[WORK ITEM]:
A bare number is the only acceptable answer: how many lines of these entries include "function"?

===== EXERCISE INPUT

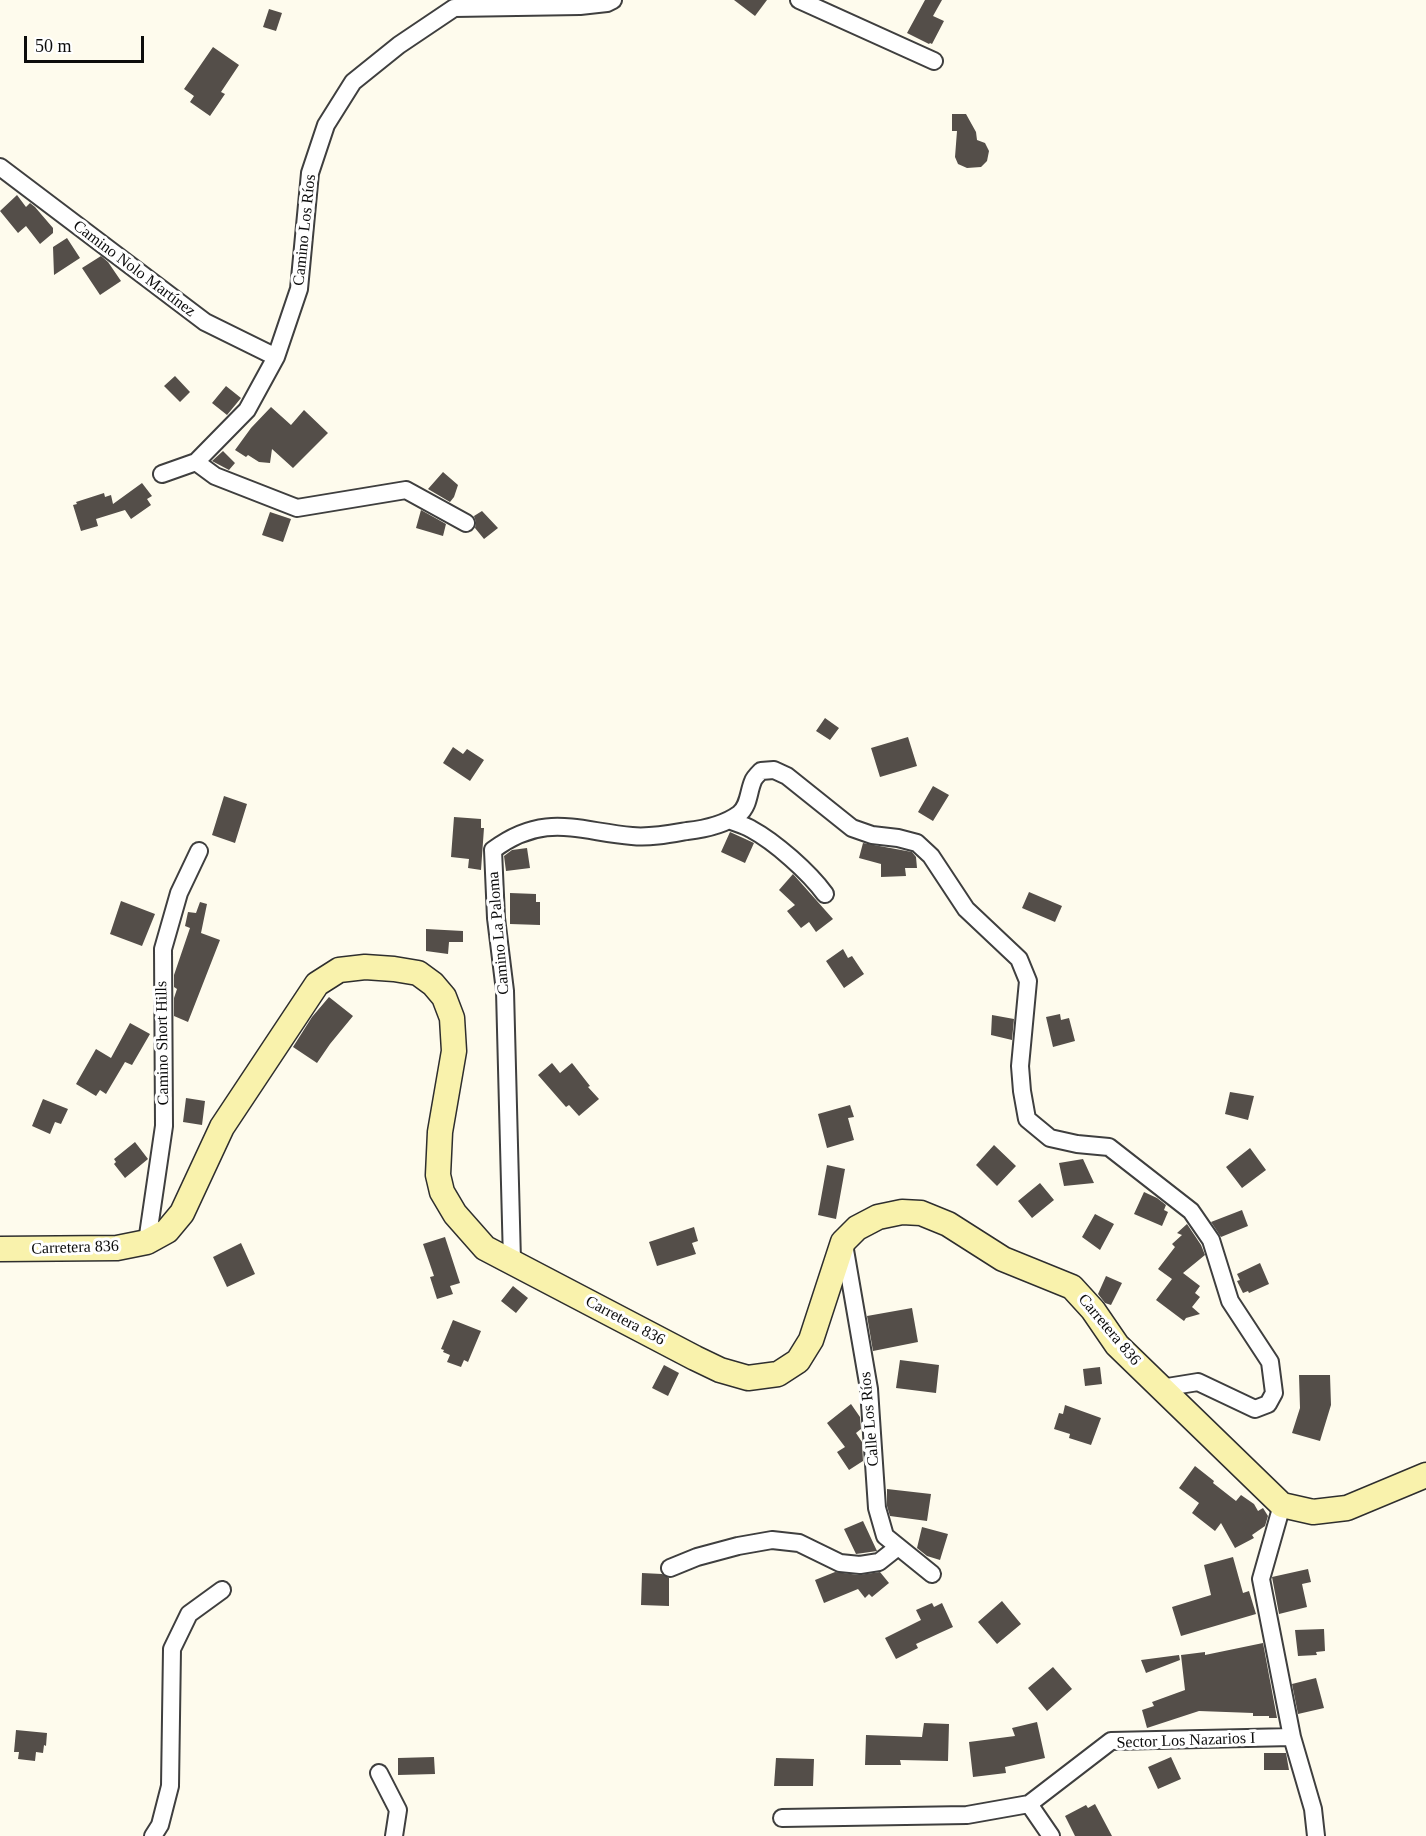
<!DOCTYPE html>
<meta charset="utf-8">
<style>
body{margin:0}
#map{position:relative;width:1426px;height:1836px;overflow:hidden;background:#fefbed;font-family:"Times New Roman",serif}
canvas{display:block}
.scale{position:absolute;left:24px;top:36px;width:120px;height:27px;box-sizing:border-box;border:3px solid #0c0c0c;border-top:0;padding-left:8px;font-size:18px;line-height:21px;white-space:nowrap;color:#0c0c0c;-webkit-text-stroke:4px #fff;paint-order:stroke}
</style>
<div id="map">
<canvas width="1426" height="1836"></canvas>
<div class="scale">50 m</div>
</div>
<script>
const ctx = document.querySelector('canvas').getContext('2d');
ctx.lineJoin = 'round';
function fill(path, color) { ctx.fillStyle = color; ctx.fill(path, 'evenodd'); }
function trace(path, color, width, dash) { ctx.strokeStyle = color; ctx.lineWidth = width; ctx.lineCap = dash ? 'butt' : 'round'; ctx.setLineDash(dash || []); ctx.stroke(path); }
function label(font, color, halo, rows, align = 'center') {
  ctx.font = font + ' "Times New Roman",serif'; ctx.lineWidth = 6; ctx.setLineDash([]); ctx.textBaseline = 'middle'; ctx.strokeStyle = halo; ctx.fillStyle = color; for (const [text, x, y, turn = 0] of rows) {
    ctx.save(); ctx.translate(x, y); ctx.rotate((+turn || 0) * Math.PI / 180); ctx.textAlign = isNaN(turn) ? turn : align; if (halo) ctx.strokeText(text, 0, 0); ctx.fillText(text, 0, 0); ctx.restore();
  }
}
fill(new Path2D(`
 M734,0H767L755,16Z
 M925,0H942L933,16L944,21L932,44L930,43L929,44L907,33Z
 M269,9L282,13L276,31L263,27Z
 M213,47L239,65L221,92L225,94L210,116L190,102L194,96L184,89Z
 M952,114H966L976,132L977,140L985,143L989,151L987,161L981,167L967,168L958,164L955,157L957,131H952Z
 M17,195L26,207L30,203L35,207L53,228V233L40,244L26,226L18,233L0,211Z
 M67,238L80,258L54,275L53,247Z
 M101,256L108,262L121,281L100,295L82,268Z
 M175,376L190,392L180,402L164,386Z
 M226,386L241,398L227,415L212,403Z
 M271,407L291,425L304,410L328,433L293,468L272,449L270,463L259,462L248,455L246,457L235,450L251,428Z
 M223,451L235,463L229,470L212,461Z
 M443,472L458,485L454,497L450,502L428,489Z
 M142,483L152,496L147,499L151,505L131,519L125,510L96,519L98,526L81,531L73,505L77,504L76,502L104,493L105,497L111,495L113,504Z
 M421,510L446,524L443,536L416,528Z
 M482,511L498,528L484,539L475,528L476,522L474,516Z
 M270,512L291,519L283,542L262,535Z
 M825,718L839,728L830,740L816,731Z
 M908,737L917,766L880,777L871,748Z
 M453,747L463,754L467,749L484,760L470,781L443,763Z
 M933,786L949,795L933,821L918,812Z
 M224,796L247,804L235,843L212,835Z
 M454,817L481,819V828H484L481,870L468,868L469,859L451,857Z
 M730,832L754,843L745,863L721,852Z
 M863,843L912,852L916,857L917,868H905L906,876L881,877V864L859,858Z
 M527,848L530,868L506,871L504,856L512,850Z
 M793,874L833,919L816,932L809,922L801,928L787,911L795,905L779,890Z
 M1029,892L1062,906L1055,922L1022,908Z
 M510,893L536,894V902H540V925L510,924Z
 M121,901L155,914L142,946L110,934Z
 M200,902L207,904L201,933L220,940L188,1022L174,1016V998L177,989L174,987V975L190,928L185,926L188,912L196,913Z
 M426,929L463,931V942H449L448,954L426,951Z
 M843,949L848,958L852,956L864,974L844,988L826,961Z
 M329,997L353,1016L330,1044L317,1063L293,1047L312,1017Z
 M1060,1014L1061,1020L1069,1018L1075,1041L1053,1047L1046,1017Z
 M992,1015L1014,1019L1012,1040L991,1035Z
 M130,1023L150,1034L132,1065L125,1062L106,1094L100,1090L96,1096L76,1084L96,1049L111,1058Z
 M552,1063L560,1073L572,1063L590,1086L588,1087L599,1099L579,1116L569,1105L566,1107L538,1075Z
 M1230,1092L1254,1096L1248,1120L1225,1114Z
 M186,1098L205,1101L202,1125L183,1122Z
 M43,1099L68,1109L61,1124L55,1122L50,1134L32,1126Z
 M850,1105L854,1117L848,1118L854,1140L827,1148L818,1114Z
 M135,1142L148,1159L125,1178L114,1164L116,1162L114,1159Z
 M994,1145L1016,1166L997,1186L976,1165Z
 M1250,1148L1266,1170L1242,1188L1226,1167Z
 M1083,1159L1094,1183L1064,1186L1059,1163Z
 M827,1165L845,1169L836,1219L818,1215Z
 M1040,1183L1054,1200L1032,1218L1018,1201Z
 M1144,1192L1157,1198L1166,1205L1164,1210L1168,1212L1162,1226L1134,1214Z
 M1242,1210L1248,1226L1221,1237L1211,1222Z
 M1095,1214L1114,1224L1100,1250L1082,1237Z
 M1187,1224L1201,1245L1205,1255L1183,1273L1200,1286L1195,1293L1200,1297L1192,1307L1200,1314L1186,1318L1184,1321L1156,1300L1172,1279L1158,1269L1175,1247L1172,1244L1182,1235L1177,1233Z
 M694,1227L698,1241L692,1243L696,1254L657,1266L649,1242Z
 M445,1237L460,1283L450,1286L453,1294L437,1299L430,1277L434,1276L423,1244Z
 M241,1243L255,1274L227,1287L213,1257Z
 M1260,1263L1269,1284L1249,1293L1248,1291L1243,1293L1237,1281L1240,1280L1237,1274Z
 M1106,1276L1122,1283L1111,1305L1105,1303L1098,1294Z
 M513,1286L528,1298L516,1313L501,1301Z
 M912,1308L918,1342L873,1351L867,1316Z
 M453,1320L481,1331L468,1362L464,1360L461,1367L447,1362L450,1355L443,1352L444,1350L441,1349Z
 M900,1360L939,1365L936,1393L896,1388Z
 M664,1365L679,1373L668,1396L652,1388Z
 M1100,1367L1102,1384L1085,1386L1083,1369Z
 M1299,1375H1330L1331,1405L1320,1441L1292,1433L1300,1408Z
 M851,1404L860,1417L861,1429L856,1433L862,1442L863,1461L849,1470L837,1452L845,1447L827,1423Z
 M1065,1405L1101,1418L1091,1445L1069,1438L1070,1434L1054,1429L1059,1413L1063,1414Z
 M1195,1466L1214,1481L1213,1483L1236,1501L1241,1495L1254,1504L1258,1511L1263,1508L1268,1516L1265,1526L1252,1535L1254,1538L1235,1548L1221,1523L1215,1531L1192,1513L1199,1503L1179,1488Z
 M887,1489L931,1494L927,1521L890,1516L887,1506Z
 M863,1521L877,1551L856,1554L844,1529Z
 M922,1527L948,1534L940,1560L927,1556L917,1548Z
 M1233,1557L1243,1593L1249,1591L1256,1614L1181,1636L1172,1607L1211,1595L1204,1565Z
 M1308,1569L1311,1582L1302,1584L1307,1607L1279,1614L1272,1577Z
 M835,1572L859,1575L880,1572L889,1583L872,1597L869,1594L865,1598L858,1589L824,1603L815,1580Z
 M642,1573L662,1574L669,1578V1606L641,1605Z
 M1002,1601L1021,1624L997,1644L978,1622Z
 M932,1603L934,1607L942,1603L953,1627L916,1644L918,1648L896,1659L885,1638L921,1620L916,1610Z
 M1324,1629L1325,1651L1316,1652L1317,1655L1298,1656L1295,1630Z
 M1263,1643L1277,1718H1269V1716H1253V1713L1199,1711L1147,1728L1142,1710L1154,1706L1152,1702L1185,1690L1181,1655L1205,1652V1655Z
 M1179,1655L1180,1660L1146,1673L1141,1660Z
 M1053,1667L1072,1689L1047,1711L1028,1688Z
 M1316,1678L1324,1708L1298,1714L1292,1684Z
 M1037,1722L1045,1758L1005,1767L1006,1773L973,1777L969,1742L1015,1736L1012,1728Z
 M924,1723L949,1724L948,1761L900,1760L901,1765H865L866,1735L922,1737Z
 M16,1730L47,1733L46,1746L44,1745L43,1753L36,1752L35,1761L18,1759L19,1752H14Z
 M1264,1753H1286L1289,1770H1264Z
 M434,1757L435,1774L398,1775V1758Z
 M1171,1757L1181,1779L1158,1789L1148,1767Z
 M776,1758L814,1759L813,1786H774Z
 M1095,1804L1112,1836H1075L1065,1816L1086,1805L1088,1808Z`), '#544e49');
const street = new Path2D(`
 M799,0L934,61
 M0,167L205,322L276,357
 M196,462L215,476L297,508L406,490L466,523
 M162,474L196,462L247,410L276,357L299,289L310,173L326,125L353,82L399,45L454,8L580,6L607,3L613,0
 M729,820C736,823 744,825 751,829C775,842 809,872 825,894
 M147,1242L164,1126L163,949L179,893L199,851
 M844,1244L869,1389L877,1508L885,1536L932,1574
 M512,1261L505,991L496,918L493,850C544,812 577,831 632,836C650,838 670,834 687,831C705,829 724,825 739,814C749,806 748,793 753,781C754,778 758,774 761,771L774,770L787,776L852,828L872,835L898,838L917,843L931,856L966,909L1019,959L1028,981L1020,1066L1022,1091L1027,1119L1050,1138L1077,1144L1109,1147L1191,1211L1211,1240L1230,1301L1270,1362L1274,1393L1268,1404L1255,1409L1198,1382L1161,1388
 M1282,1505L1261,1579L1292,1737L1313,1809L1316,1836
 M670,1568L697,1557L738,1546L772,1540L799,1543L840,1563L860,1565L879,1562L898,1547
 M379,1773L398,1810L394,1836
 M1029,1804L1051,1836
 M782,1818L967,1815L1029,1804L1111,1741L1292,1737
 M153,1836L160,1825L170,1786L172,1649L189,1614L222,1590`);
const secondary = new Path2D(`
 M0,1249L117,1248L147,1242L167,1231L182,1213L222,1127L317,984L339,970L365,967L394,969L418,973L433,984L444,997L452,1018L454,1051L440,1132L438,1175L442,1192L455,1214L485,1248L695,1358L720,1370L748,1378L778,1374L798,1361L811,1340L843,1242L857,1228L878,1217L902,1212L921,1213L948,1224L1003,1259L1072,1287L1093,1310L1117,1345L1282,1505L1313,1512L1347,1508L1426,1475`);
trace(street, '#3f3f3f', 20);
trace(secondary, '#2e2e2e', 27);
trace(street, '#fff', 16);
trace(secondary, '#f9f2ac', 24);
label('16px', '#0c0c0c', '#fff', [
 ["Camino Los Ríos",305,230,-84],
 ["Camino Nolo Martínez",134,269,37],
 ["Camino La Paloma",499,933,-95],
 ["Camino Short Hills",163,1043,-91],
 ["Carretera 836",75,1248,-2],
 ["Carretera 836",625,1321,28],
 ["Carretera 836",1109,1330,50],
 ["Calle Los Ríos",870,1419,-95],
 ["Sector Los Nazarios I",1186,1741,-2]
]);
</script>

==========

[FINISHED EXERCISE]:
3